■ WORK REQUIRED ■
Go over the data and copy out each line with "white" in it.

■ TASK MATERIAL ■

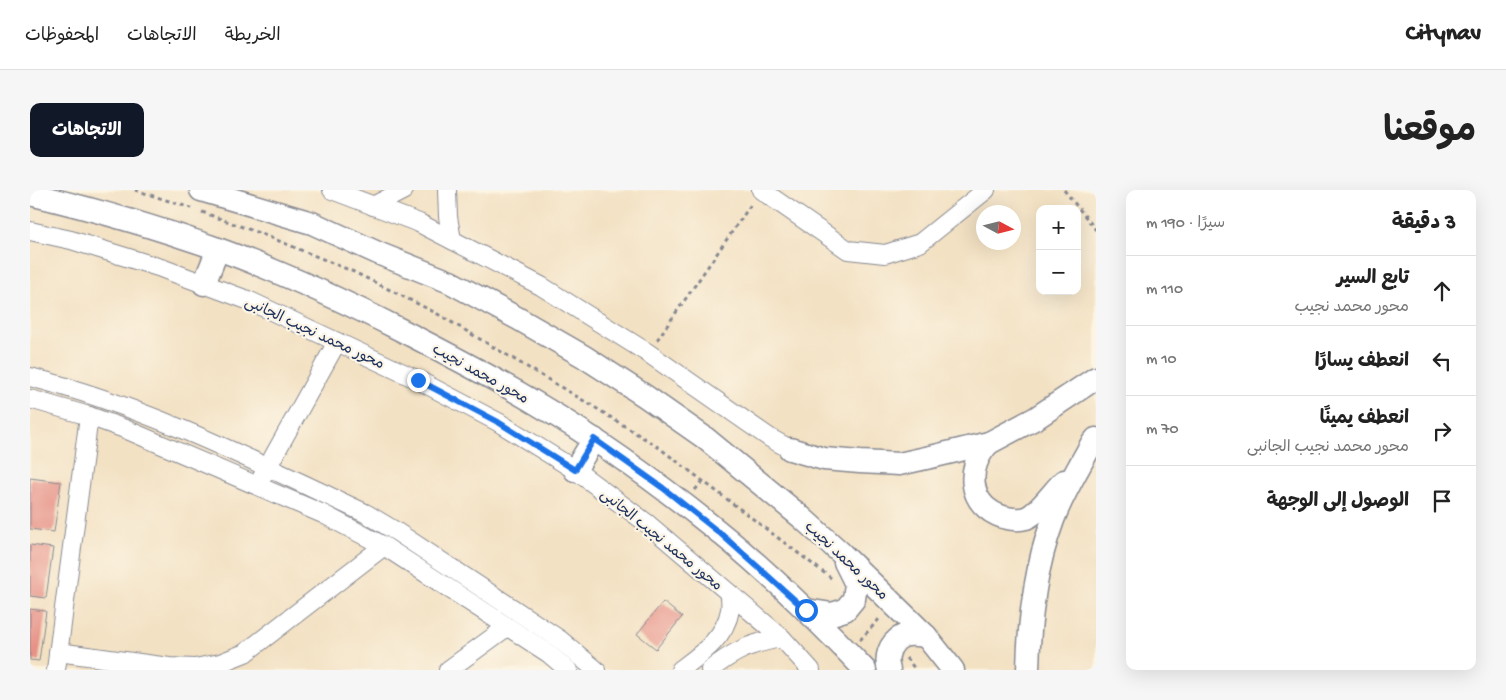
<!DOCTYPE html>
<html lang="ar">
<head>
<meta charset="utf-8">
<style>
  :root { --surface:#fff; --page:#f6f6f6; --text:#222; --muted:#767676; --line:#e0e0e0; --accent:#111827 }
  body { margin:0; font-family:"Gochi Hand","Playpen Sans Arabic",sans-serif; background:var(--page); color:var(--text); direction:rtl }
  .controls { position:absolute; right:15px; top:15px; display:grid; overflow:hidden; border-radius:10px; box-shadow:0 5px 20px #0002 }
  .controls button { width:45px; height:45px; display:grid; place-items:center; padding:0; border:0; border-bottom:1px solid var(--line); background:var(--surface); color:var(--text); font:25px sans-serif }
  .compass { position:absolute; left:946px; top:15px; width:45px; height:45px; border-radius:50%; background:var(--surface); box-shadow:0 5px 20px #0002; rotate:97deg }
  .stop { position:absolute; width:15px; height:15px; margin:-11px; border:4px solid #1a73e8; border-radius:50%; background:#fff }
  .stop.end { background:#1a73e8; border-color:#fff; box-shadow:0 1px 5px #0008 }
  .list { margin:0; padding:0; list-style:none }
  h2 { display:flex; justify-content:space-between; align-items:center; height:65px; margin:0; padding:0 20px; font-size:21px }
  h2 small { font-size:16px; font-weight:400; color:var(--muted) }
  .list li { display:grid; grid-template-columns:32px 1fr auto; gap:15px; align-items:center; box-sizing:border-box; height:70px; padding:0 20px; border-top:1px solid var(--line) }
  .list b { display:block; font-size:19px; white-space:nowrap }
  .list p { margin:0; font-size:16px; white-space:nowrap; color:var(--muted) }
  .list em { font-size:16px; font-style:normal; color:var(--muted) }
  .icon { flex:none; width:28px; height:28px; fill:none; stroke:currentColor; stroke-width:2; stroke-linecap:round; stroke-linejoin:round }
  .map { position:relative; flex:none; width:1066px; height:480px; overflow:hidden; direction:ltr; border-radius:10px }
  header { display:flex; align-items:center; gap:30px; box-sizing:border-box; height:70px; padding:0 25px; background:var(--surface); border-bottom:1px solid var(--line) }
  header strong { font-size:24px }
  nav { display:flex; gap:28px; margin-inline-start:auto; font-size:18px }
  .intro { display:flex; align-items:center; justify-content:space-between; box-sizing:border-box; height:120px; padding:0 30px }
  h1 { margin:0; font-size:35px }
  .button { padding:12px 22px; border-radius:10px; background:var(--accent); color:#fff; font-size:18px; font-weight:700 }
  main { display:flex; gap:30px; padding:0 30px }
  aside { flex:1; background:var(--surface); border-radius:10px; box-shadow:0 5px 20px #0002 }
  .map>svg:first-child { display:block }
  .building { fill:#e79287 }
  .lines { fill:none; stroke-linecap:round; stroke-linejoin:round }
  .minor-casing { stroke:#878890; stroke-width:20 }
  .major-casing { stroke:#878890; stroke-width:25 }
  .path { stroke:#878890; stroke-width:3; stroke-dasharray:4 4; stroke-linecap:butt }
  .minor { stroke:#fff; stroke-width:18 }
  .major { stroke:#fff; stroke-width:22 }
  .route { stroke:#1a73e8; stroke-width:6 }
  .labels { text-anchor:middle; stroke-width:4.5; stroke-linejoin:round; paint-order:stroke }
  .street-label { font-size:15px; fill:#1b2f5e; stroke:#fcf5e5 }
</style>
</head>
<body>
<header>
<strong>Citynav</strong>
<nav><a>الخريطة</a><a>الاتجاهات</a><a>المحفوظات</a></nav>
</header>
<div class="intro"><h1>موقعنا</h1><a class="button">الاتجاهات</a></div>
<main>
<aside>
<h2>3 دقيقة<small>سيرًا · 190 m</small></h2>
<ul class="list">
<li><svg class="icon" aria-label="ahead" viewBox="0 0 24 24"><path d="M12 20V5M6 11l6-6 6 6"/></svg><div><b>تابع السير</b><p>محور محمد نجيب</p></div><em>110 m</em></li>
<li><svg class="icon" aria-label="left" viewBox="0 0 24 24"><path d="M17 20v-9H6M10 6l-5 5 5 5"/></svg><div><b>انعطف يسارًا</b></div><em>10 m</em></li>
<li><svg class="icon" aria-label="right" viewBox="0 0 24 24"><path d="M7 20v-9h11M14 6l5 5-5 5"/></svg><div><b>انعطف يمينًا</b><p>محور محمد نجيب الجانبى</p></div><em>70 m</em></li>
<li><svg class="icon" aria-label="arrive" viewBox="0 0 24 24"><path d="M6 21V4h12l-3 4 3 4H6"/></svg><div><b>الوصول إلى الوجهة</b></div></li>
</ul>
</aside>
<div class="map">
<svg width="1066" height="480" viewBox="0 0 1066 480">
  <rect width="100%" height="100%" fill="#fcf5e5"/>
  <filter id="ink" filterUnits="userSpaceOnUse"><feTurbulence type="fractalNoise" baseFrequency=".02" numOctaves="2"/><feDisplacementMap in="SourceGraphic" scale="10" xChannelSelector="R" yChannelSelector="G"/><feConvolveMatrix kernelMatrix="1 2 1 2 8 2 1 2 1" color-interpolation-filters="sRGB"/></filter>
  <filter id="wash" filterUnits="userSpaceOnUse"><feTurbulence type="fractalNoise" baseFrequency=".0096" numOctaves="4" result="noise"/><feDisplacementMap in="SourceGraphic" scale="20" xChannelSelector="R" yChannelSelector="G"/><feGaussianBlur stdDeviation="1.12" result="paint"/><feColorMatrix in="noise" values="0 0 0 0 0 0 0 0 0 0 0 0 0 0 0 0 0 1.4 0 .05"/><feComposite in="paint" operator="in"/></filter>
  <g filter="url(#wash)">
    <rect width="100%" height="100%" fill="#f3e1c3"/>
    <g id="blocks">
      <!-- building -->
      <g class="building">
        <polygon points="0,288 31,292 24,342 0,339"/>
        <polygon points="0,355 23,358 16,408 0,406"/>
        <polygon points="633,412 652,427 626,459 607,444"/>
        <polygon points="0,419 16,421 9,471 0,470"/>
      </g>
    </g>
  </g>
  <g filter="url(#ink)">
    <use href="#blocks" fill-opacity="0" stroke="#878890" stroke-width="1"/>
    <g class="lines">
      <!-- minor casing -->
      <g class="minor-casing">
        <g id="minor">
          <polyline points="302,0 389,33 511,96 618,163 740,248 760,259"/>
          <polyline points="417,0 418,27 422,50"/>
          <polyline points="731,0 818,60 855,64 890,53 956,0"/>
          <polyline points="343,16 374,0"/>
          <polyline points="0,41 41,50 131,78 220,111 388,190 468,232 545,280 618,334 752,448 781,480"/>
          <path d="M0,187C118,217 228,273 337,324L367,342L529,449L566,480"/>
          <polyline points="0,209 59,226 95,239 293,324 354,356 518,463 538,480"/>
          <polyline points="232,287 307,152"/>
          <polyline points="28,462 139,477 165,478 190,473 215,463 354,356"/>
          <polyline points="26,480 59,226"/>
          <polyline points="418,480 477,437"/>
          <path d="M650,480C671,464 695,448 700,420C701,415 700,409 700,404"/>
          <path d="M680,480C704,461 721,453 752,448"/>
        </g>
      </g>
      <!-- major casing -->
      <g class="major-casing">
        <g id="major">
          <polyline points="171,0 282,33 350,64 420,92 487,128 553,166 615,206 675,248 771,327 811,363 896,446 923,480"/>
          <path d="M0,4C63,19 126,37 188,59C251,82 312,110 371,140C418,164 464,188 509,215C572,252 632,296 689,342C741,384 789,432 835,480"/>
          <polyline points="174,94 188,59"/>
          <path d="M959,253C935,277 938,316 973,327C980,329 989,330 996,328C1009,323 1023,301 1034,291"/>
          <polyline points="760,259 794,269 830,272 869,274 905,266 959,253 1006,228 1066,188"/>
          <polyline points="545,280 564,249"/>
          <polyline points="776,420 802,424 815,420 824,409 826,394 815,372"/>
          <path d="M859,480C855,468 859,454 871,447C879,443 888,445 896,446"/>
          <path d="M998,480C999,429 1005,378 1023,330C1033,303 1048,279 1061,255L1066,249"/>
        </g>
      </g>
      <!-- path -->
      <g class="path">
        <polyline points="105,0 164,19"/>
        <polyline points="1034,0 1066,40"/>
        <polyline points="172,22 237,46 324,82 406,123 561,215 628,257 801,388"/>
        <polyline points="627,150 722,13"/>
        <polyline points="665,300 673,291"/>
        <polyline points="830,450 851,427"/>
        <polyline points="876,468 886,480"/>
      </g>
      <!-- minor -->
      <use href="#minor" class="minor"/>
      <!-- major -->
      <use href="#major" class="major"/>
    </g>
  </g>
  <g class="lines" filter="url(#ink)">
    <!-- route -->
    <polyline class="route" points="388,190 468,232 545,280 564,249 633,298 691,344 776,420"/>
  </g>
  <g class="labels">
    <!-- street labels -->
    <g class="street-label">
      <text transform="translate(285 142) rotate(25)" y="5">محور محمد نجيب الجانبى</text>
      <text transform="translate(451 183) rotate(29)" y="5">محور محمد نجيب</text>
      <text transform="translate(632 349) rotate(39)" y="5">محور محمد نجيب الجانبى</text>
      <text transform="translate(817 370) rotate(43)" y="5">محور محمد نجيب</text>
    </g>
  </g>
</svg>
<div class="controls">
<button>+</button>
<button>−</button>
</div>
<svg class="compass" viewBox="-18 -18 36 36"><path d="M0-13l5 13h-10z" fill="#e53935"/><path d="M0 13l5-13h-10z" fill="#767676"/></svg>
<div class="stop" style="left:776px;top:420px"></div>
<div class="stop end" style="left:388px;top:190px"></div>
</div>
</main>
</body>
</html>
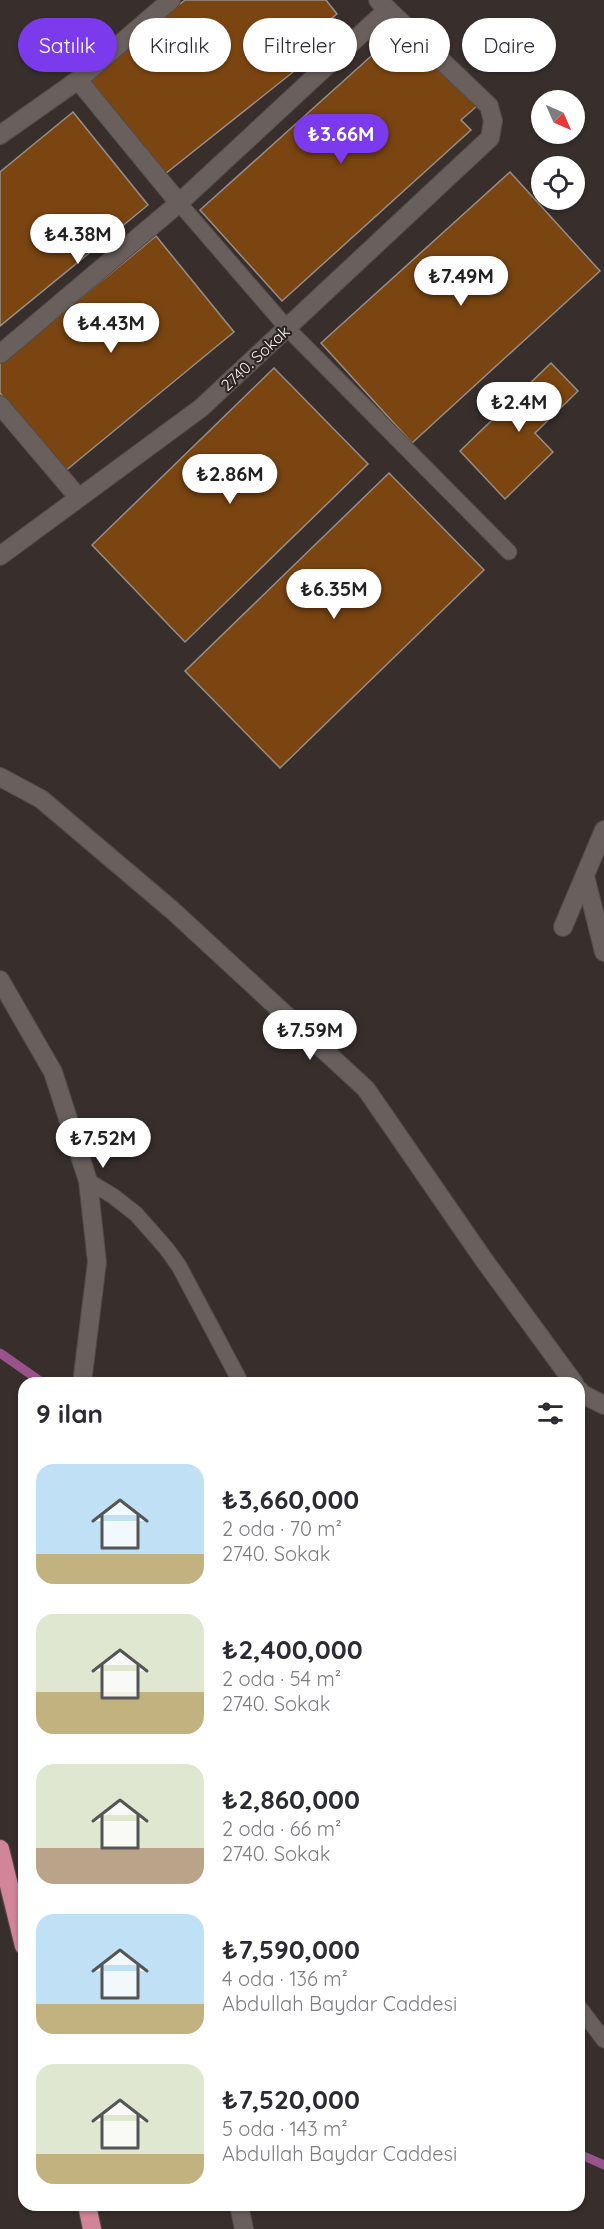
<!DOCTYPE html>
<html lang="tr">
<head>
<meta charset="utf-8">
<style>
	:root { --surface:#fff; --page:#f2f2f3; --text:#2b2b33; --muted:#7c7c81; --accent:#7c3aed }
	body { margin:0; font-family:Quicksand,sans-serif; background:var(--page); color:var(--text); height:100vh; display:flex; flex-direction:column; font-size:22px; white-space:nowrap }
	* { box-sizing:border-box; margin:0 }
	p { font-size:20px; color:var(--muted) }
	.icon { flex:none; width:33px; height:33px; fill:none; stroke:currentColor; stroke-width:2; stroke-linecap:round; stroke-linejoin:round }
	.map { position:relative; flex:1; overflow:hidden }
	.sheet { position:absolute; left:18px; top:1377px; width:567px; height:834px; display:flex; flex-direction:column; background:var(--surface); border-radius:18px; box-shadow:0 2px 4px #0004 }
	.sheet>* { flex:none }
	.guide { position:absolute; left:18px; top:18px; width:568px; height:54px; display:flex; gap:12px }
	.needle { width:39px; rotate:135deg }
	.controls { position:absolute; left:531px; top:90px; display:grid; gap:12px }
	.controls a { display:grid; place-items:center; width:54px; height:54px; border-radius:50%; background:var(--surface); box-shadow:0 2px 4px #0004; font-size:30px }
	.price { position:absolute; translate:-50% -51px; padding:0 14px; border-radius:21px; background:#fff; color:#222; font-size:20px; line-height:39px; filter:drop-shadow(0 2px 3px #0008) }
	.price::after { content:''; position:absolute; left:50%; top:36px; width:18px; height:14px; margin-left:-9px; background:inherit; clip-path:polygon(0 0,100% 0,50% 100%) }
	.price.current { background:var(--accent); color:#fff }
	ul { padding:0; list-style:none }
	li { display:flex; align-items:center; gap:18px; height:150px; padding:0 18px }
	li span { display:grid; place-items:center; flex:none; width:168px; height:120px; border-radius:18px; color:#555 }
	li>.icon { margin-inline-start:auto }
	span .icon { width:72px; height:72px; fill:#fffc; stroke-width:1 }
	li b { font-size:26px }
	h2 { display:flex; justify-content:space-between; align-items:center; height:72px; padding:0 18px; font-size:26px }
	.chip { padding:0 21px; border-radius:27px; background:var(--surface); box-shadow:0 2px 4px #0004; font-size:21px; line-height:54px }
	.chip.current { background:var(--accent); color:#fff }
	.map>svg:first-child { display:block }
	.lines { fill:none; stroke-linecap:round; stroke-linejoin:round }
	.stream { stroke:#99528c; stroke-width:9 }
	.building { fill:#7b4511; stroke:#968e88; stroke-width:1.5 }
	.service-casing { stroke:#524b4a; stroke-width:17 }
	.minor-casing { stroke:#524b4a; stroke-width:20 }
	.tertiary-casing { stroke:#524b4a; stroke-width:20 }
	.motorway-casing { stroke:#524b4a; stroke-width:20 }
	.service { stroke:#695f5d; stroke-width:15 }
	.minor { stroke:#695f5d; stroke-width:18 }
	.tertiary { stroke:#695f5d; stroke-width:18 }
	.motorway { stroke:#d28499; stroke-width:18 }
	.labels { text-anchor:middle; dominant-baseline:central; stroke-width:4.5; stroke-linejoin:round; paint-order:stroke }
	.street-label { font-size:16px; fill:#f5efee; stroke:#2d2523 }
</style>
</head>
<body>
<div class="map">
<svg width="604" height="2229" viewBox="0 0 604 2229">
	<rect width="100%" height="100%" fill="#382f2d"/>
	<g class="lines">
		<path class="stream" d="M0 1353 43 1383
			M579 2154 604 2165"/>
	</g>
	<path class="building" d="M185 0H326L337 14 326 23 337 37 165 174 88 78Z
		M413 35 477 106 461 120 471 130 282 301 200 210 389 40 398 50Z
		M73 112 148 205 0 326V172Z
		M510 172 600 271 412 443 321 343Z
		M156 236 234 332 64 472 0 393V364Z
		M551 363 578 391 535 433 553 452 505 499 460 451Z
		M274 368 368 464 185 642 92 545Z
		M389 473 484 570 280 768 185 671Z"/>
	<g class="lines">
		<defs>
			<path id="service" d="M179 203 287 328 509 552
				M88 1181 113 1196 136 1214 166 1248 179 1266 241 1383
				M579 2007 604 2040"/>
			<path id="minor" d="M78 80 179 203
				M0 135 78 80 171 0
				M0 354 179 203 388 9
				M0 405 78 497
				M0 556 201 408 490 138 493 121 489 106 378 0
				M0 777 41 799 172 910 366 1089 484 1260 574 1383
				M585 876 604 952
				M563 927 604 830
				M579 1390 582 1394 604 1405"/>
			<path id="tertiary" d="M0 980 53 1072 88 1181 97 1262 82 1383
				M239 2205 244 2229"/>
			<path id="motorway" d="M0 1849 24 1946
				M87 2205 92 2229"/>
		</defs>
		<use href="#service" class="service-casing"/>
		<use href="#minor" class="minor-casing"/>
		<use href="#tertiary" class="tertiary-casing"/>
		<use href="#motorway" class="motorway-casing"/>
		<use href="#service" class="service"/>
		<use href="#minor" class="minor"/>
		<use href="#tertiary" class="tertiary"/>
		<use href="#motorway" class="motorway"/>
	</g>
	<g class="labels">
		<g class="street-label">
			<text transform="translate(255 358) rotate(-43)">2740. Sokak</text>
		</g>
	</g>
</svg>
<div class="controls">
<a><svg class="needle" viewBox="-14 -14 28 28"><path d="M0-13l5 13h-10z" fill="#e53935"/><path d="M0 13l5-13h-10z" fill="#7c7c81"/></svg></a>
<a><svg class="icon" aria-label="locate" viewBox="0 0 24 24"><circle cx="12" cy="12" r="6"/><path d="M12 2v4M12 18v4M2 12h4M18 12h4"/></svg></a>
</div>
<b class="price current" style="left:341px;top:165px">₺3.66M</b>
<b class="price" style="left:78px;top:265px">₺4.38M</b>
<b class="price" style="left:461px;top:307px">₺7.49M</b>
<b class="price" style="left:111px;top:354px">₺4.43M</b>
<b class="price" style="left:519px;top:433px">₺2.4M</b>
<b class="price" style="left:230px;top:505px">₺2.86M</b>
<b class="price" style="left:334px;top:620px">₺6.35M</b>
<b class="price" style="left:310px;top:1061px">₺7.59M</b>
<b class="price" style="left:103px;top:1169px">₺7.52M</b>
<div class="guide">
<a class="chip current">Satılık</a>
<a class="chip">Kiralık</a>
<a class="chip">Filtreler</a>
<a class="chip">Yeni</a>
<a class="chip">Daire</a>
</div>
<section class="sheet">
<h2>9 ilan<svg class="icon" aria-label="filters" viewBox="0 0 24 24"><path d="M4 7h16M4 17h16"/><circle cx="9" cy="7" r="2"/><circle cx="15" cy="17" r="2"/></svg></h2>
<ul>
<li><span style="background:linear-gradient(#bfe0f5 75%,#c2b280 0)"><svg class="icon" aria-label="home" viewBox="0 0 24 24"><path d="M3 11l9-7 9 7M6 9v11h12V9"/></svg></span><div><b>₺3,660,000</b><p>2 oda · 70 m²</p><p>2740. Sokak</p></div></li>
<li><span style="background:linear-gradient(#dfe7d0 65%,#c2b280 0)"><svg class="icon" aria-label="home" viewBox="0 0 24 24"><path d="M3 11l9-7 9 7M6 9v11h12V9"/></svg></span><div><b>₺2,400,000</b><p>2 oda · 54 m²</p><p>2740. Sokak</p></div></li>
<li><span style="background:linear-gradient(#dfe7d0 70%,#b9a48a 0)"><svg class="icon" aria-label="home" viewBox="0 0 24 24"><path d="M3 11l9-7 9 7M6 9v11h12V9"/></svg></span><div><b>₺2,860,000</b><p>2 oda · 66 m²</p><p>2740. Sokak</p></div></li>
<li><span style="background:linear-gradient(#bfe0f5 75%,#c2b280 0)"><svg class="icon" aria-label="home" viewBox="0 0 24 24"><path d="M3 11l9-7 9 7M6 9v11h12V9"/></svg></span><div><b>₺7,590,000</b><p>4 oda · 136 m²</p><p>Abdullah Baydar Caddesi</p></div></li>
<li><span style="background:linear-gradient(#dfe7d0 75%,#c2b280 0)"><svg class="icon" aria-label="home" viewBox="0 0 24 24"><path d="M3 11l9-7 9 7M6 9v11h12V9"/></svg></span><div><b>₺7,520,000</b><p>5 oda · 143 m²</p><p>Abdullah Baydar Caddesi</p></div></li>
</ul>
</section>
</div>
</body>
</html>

■ WRITTEN RESPONSE ■
  .list b { display:block; font-size:19px; white-space:nowrap }
  .list p { margin:0; font-size:16px; white-space:nowrap; color:var(--muted) }
	body { margin:0; font-family:Quicksand,sans-serif; background:var(--page); color:var(--text); height:100vh; display:flex; flex-direction:column; font-size:22px; white-space:nowrap }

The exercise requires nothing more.